RECORDED DATA:
== Segment start ==

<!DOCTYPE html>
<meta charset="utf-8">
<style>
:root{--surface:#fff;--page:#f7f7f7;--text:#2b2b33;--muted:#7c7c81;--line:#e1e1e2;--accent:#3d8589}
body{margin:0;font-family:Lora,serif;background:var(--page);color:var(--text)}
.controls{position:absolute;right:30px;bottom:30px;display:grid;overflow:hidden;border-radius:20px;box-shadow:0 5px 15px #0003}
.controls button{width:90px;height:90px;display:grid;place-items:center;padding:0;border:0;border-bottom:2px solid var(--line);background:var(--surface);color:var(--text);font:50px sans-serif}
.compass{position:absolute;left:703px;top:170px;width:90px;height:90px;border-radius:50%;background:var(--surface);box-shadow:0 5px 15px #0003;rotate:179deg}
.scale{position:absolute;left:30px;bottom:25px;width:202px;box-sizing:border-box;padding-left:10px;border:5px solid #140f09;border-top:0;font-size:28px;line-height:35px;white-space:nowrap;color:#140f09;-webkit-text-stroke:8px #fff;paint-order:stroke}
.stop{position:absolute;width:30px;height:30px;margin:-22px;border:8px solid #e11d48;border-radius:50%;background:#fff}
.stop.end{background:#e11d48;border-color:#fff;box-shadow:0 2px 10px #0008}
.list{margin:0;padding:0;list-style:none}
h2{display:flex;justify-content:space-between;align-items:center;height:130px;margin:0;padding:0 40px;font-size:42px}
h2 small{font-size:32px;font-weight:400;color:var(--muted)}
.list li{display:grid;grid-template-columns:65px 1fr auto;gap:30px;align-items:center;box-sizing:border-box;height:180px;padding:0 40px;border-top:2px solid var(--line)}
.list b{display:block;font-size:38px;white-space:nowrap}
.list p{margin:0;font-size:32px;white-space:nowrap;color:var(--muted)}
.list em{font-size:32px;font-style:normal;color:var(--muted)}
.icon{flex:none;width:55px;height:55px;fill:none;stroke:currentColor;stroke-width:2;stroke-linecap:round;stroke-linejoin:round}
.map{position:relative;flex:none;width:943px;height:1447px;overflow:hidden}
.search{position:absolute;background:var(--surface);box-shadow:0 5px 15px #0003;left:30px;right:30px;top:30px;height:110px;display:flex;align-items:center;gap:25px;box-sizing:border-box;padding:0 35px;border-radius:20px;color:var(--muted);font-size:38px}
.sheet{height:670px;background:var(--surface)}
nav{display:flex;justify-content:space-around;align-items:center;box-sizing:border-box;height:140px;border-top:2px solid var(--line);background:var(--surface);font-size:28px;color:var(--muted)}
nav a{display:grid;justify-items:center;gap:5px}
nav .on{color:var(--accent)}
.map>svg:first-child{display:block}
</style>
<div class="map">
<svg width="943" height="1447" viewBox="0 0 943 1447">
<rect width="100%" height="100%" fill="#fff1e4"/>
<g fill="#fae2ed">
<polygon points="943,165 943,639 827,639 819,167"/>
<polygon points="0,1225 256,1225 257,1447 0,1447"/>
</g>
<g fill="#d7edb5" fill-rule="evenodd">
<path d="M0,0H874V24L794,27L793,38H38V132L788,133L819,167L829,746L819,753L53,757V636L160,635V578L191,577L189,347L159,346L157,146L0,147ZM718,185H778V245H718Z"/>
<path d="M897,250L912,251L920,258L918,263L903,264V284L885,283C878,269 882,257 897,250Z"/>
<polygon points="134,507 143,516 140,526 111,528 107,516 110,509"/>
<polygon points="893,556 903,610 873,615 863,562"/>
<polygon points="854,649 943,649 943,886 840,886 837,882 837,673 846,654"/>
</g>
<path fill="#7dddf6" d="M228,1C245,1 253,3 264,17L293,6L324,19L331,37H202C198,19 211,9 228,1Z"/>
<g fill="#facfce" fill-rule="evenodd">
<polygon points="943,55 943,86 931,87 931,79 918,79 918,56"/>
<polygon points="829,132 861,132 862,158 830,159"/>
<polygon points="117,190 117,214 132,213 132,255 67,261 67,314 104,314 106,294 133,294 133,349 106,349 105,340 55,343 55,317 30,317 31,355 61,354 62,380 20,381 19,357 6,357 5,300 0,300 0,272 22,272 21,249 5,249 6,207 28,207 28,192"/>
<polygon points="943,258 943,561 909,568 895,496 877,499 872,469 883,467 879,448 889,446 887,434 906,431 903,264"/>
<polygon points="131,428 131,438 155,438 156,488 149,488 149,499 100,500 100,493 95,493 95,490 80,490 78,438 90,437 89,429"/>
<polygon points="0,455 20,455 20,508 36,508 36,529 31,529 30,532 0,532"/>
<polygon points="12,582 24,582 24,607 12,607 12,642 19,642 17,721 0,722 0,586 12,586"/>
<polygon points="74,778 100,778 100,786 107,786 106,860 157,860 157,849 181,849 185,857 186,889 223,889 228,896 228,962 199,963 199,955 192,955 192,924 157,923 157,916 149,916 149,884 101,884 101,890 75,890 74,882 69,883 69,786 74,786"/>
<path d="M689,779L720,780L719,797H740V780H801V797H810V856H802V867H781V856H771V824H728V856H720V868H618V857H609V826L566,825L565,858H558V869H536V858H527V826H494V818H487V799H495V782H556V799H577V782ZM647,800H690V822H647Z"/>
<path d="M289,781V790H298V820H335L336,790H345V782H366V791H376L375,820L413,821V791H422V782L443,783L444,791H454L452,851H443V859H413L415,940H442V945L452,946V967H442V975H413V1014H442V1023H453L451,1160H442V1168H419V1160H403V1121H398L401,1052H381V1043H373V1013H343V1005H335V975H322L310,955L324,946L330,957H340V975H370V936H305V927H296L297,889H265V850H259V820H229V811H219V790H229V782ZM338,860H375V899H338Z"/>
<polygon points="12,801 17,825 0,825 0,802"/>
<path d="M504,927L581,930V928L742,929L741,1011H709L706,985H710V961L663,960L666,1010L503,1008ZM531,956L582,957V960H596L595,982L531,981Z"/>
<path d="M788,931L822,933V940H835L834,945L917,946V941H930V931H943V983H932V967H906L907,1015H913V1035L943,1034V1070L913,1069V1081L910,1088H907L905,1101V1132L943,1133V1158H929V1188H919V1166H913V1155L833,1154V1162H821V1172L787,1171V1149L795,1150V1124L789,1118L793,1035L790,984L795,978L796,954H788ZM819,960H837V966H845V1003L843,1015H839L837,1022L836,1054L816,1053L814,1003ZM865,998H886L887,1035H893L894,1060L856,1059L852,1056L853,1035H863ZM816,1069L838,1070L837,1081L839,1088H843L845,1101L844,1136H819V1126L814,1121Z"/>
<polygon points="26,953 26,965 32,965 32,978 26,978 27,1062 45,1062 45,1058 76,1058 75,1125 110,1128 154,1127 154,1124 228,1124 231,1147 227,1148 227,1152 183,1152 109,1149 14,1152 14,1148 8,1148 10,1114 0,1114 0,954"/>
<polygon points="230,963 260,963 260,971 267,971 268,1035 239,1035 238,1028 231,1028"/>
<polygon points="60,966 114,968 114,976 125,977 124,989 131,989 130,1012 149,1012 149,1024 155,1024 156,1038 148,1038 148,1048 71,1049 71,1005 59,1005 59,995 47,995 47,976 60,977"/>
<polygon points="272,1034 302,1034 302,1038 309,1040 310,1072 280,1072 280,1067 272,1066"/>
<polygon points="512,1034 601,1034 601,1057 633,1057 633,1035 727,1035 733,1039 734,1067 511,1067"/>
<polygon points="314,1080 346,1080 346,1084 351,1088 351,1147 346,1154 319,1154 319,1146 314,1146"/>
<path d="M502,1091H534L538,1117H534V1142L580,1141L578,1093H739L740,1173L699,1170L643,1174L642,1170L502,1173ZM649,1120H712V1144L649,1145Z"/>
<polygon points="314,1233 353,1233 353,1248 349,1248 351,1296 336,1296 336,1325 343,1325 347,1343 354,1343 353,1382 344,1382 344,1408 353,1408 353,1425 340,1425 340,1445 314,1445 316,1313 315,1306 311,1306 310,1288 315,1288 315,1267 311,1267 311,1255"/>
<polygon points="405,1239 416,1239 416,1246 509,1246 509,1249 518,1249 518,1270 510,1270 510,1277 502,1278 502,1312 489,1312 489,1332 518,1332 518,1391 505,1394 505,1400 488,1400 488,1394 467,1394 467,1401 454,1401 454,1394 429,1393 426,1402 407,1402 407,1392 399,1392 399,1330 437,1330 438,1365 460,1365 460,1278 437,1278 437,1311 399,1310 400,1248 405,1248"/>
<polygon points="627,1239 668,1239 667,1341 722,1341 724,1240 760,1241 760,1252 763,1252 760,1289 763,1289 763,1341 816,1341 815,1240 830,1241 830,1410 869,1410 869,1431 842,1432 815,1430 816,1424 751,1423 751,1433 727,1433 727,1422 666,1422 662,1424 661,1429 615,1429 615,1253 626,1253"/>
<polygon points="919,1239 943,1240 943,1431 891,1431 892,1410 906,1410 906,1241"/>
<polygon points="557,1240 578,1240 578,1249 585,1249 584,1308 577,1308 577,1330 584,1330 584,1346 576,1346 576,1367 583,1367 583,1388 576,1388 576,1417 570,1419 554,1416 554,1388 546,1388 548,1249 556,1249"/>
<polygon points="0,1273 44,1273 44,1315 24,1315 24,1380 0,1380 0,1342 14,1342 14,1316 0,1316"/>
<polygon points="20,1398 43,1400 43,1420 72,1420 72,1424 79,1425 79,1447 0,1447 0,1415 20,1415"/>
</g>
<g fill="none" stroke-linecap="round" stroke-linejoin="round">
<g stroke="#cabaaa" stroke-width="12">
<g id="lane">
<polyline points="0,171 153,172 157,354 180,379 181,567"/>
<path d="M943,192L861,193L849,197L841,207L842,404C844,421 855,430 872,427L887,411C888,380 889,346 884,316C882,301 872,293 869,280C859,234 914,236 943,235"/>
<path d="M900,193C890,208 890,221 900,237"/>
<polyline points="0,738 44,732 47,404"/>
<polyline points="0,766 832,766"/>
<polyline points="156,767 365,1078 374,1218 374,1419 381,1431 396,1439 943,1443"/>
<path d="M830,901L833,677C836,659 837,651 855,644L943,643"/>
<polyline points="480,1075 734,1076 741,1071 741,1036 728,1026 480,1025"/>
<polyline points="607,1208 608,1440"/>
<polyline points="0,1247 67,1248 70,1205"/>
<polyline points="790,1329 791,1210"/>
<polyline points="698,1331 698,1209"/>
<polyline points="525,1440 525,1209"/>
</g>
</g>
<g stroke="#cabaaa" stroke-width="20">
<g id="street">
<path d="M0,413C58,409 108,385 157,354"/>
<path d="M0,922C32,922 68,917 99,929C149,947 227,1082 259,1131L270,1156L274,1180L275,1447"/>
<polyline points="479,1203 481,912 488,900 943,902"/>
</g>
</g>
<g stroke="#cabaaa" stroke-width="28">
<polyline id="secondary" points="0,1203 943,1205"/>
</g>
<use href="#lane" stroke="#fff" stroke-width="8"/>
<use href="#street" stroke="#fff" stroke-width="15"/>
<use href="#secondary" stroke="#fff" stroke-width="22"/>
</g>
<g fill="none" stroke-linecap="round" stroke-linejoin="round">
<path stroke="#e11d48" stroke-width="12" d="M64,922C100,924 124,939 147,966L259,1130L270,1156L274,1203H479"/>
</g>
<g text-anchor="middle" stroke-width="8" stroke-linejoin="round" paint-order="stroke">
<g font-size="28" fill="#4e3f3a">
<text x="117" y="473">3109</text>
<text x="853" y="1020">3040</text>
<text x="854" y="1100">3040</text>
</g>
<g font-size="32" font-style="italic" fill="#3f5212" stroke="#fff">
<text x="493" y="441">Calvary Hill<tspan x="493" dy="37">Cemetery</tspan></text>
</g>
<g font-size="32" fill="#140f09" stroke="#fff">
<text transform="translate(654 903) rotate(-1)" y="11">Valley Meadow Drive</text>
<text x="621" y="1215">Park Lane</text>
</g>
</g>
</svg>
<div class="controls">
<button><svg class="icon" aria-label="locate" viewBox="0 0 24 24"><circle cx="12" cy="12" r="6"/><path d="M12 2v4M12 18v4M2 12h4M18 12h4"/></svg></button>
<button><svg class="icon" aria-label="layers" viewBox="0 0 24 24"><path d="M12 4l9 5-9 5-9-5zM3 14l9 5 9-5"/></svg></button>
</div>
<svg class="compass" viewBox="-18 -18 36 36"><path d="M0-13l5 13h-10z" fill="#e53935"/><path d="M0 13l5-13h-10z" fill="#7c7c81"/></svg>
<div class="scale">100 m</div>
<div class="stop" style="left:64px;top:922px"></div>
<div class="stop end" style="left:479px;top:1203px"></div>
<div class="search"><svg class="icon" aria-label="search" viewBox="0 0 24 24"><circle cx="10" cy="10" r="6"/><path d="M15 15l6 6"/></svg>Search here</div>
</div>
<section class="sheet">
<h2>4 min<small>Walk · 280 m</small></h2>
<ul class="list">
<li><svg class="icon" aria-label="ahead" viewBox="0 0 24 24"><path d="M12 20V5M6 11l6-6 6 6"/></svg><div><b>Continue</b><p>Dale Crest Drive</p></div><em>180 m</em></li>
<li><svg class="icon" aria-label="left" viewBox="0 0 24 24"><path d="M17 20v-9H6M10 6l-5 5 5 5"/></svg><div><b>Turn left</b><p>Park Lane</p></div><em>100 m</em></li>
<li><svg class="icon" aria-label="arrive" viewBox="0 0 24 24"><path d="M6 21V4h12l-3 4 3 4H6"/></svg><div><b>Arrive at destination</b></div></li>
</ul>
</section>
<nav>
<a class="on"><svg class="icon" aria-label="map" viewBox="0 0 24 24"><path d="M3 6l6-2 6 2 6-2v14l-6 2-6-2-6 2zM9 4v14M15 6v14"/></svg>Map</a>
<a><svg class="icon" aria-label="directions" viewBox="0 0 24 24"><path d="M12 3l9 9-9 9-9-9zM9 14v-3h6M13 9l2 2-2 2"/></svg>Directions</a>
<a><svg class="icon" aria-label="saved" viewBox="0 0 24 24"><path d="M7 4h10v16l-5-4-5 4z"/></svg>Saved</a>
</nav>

== Segment end ==

HOW TO COMPLETE THIS TASK:
Whenever a line above includes "secondary", copy it in full.

TASK RESULT:
<polyline id="secondary" points="0,1203 943,1205"/>
<use href="#secondary" stroke="#fff" stroke-width="22"/>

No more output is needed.